Without including any images, please transcribe all the lines below exactly.

(Dataset entries)
-.-.-
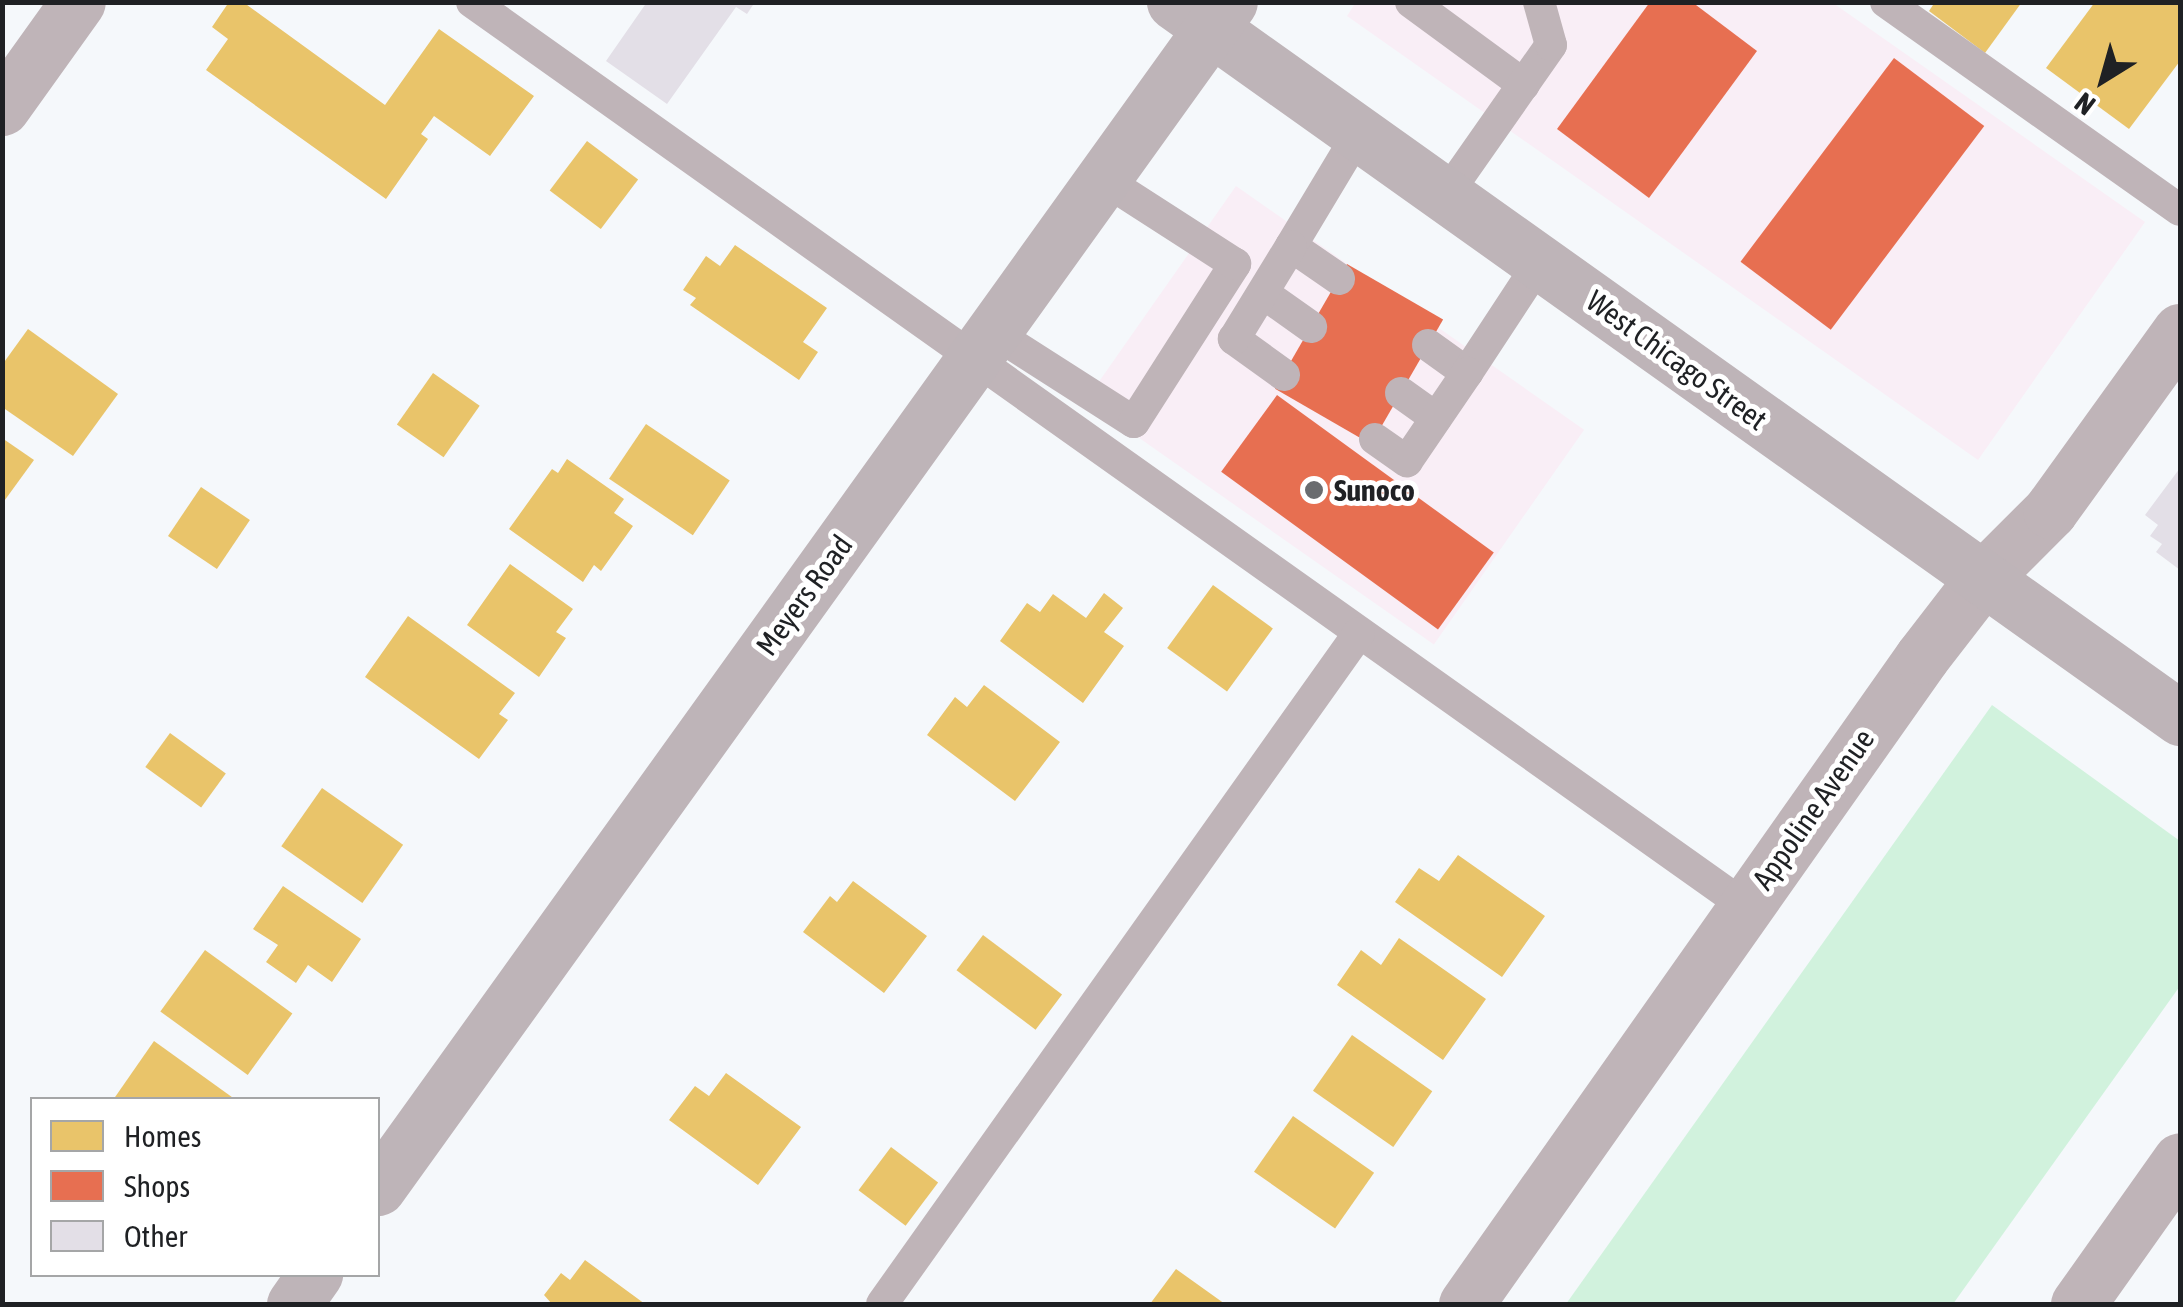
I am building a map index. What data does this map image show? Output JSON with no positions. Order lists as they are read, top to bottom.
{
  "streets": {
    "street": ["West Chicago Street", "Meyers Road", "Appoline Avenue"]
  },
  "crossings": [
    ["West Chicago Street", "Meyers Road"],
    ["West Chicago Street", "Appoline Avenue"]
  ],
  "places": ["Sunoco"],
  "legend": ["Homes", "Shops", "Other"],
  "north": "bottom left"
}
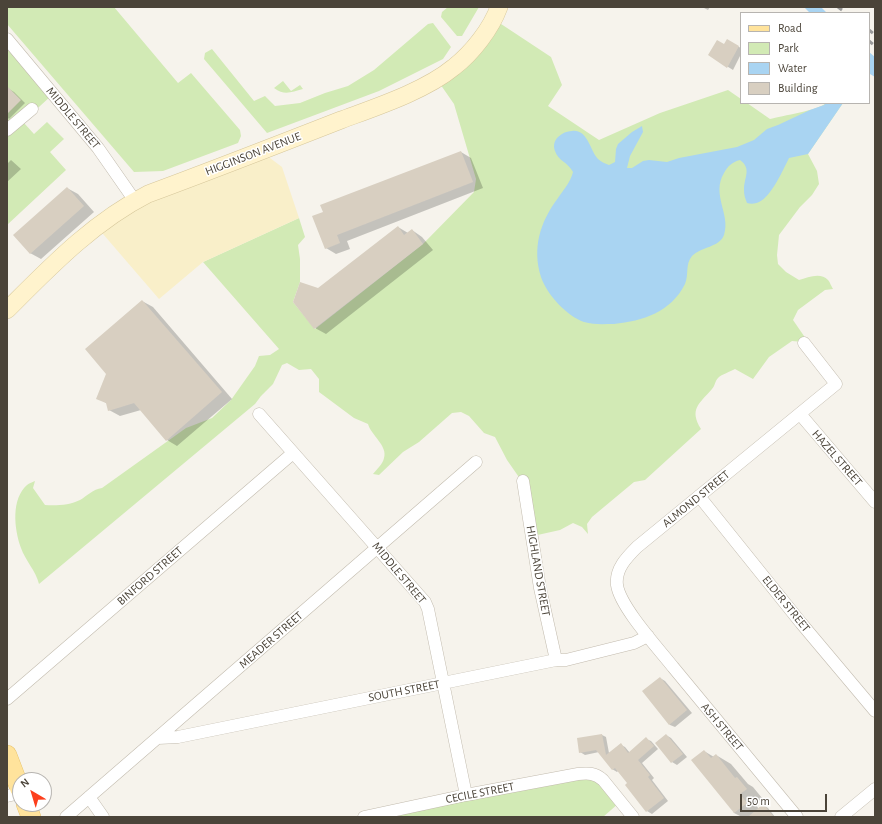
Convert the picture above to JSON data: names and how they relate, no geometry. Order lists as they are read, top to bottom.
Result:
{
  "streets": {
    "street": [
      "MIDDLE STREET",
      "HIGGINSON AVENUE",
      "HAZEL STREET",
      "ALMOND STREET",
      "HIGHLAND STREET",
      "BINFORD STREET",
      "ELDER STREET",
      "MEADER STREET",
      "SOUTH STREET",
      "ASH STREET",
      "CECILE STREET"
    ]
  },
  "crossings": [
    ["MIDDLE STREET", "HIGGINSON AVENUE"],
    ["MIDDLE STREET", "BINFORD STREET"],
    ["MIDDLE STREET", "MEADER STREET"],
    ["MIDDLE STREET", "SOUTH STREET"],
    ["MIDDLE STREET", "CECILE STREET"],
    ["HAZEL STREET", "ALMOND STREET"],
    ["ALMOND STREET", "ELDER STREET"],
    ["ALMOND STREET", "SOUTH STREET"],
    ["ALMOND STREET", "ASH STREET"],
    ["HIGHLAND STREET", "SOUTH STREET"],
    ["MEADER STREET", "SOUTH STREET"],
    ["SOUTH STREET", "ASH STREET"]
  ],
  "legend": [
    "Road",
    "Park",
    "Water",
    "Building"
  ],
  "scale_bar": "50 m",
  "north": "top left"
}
-.-.-
Written reply —
I am building a map index. What data does this map image show? Output JSON with no positions. Order lists as they are read, top to bottom.
{
  "streets": {
    "street": ["West Chicago Street", "Meyers Road", "Appoline Avenue"]
  },
  "crossings": [
    ["West Chicago Street", "Meyers Road"],
    ["West Chicago Street", "Appoline Avenue"]
  ],
  "places": ["Sunoco"],
  "legend": ["Homes", "Shops", "Other"],
  "north": "bottom left"
}
Convert the picture above to JSON data: names and how they relate, no geometry. Order lists as they are read, top to bottom.
Result:
{
  "streets": {
    "street": [
      "MIDDLE STREET",
      "HIGGINSON AVENUE",
      "HAZEL STREET",
      "ALMOND STREET",
      "HIGHLAND STREET",
      "BINFORD STREET",
      "ELDER STREET",
      "MEADER STREET",
      "SOUTH STREET",
      "ASH STREET",
      "CECILE STREET"
    ]
  },
  "crossings": [
    ["MIDDLE STREET", "HIGGINSON AVENUE"],
    ["MIDDLE STREET", "BINFORD STREET"],
    ["MIDDLE STREET", "MEADER STREET"],
    ["MIDDLE STREET", "SOUTH STREET"],
    ["MIDDLE STREET", "CECILE STREET"],
    ["HAZEL STREET", "ALMOND STREET"],
    ["ALMOND STREET", "ELDER STREET"],
    ["ALMOND STREET", "SOUTH STREET"],
    ["ALMOND STREET", "ASH STREET"],
    ["HIGHLAND STREET", "SOUTH STREET"],
    ["MEADER STREET", "SOUTH STREET"],
    ["SOUTH STREET", "ASH STREET"]
  ],
  "legend": [
    "Road",
    "Park",
    "Water",
    "Building"
  ],
  "scale_bar": "50 m",
  "north": "top left"
}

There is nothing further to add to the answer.